Data provided Block Start

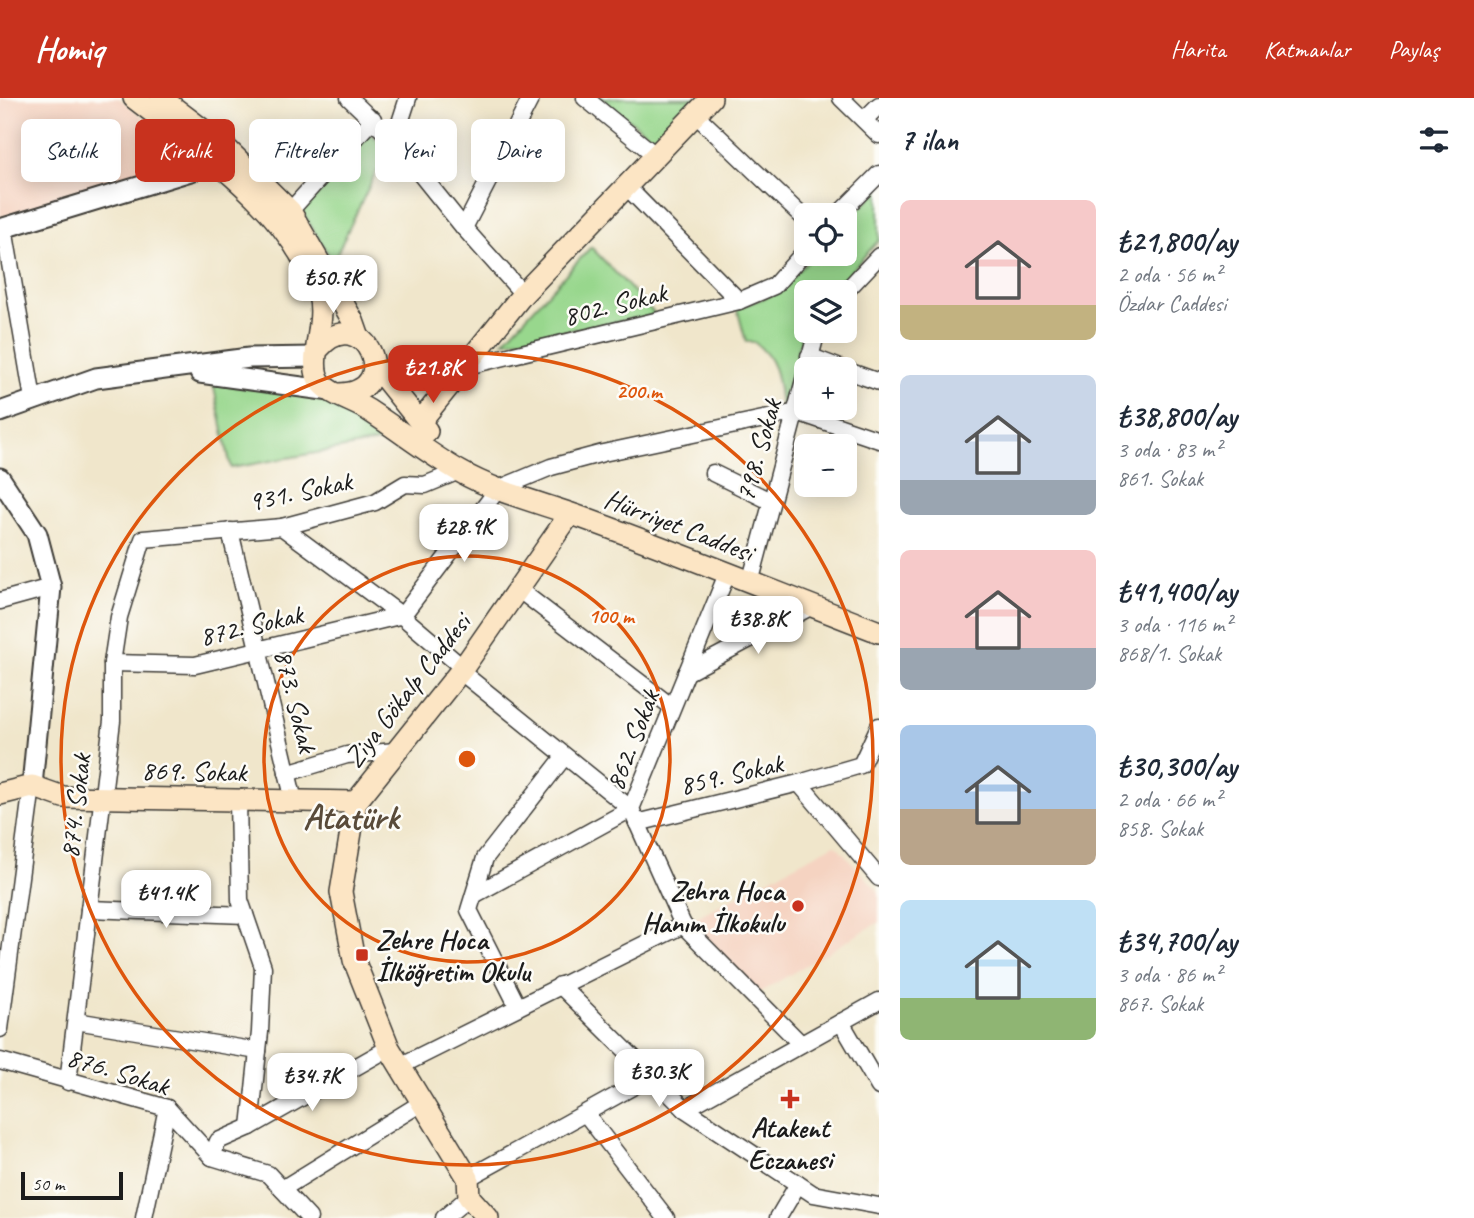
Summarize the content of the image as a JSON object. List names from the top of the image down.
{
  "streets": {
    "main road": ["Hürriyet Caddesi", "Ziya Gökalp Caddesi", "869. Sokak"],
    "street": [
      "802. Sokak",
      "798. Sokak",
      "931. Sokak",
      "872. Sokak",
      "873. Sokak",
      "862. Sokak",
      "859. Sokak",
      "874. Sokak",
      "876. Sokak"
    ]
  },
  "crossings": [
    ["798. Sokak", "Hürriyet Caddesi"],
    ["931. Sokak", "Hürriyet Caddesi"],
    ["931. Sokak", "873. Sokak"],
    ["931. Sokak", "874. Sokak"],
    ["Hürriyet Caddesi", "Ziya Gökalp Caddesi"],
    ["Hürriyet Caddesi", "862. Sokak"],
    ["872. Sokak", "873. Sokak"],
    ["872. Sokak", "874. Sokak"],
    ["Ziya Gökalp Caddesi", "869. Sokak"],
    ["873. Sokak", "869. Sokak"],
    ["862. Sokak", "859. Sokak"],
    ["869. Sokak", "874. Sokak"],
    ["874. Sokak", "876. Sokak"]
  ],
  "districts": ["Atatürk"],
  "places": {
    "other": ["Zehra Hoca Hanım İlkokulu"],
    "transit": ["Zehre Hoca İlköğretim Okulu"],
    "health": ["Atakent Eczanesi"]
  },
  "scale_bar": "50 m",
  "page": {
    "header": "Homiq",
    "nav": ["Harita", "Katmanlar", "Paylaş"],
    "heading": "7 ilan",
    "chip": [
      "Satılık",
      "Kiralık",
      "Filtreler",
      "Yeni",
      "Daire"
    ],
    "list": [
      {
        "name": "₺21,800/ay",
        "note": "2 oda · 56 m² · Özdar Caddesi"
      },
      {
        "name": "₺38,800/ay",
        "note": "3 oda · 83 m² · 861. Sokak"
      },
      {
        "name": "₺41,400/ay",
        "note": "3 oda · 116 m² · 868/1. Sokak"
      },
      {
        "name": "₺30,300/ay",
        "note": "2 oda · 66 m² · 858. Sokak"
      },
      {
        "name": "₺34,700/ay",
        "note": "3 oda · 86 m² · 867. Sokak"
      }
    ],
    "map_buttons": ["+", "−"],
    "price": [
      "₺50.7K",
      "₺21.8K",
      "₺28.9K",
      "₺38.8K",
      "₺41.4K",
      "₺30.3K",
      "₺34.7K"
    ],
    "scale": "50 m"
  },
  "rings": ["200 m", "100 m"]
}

Data provided Block End

● **Work instructions**
Show all lines in the preceding material that have "note" in them.

● **Task answer**
        "note": "2 oda · 56 m² · Özdar Caddesi"
        "note": "3 oda · 83 m² · 861. Sokak"
        "note": "3 oda · 116 m² · 868/1. Sokak"
        "note": "2 oda · 66 m² · 858. Sokak"
        "note": "3 oda · 86 m² · 867. Sokak"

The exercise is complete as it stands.